Cutting MX records to SES when your domain loops back to itself

May 7, 2026 · email, aws, dns

I had cut over the MX records on several personal domains to AWS SES, because I wanted every incoming email going through a Lambda that writes to DynamoDB and forwards to Google Workspace. Worked fine for most domains. One domain refused to play.

The setup

For each domain:

MX  10  inbound-smtp.us-east-1.amazonaws.com

SES inbound rule writes the raw .eml to S3, runs a Lambda that parses the MIME into DynamoDB, and forwards via SES outbound to <address>@<domain>. For most of my domains, the destination address is on Google Workspace, so the SES outbound DNS lookup finds Google's MX records and the message lands in my mailbox.

The loop

For the one domain that's also the receive address on Google Workspace, the cutover created a self-loop:

SES inbound (example.com)
  → Lambda
  → SES outbound looks up MX for example.com
  → "10 inbound-smtp.us-east-1.amazonaws.com" — that's us
  → SES inbound (example.com)
  → Lambda
  → ... forever

Every inbound message would generate an infinite chain of duplicate deliveries. Lambda would happily run a few thousand invocations a minute against a single message. Not great.

Options I considered

A. Alias subdomain. Stand up gw.example.com, point its MX at Google Workspace, change the Lambda to forward to <address>@gw.example.com. Workspace catch-all routing lands it in the real mailbox. The example.com MX can stay on SES.

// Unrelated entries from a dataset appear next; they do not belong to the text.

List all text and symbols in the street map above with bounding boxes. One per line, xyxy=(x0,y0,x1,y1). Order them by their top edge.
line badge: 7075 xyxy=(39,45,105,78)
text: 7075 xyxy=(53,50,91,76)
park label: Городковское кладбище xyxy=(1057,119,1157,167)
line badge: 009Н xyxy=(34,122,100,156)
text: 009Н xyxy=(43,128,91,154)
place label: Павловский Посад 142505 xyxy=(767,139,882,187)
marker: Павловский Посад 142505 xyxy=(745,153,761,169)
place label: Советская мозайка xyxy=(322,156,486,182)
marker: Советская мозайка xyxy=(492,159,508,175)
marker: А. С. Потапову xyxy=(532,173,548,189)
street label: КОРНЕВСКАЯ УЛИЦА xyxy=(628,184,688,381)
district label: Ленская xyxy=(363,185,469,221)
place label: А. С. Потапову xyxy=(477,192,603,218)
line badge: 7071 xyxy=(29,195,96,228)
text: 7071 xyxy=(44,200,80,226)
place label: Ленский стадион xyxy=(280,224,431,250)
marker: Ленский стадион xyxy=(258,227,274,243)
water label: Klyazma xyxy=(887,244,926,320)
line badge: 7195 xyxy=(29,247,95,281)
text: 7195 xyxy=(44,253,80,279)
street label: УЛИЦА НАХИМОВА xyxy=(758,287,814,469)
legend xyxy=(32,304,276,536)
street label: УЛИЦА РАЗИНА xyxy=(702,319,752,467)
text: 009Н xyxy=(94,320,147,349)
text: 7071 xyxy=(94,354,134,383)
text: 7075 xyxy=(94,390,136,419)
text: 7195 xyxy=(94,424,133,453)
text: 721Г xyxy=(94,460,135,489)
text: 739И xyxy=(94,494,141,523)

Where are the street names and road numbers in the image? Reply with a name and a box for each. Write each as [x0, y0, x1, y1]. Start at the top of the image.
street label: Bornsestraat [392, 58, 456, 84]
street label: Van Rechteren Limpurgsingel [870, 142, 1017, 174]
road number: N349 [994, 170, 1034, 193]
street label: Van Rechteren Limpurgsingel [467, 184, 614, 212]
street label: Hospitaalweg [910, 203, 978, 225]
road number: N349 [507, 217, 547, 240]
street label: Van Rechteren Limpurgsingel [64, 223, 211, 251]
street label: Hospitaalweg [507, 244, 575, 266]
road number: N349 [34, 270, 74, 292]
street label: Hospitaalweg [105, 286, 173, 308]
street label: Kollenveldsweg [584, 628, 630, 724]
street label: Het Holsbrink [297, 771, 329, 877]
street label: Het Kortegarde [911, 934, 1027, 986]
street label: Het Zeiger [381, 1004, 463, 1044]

B. Gmail API insert. Use the Gmail API to users.messages.insert directly into my Workspace mailbox, bypassing SMTP entirely. Heavier auth (Workspace service account, domain-wide delegation), but no loop because no SMTP involved on the destination side.

C. Keep example.com MX on Google. Lose the Dynamo archive for this one domain. Simplest, but defeats the point.

What I picked

Option A. Five minutes in the Workspace admin console — add the domain alias, the catch-all route already handles the rest. Lambda config change is one environment variable. Zero new auth surface.

The other domains have no loop risk because they don't share names with Google Workspace destinations, so their MX cutover stayed unchanged.

What I'd do differently

I should have caught the loop in design, not deployment. The question to ask before any "forward via SES" architecture: for each domain you forward to, does its MX resolve to your own SES? Walk the destination MX chain once, before cutover, and the loop is obvious.

Lambda concurrency limits would have eventually choked the runaway loop, but they're a circuit breaker, not a design. SES inbound bills per-message even when the destination loops; a loop running unattended for a day could rack up real dollars before the metrics made it obvious.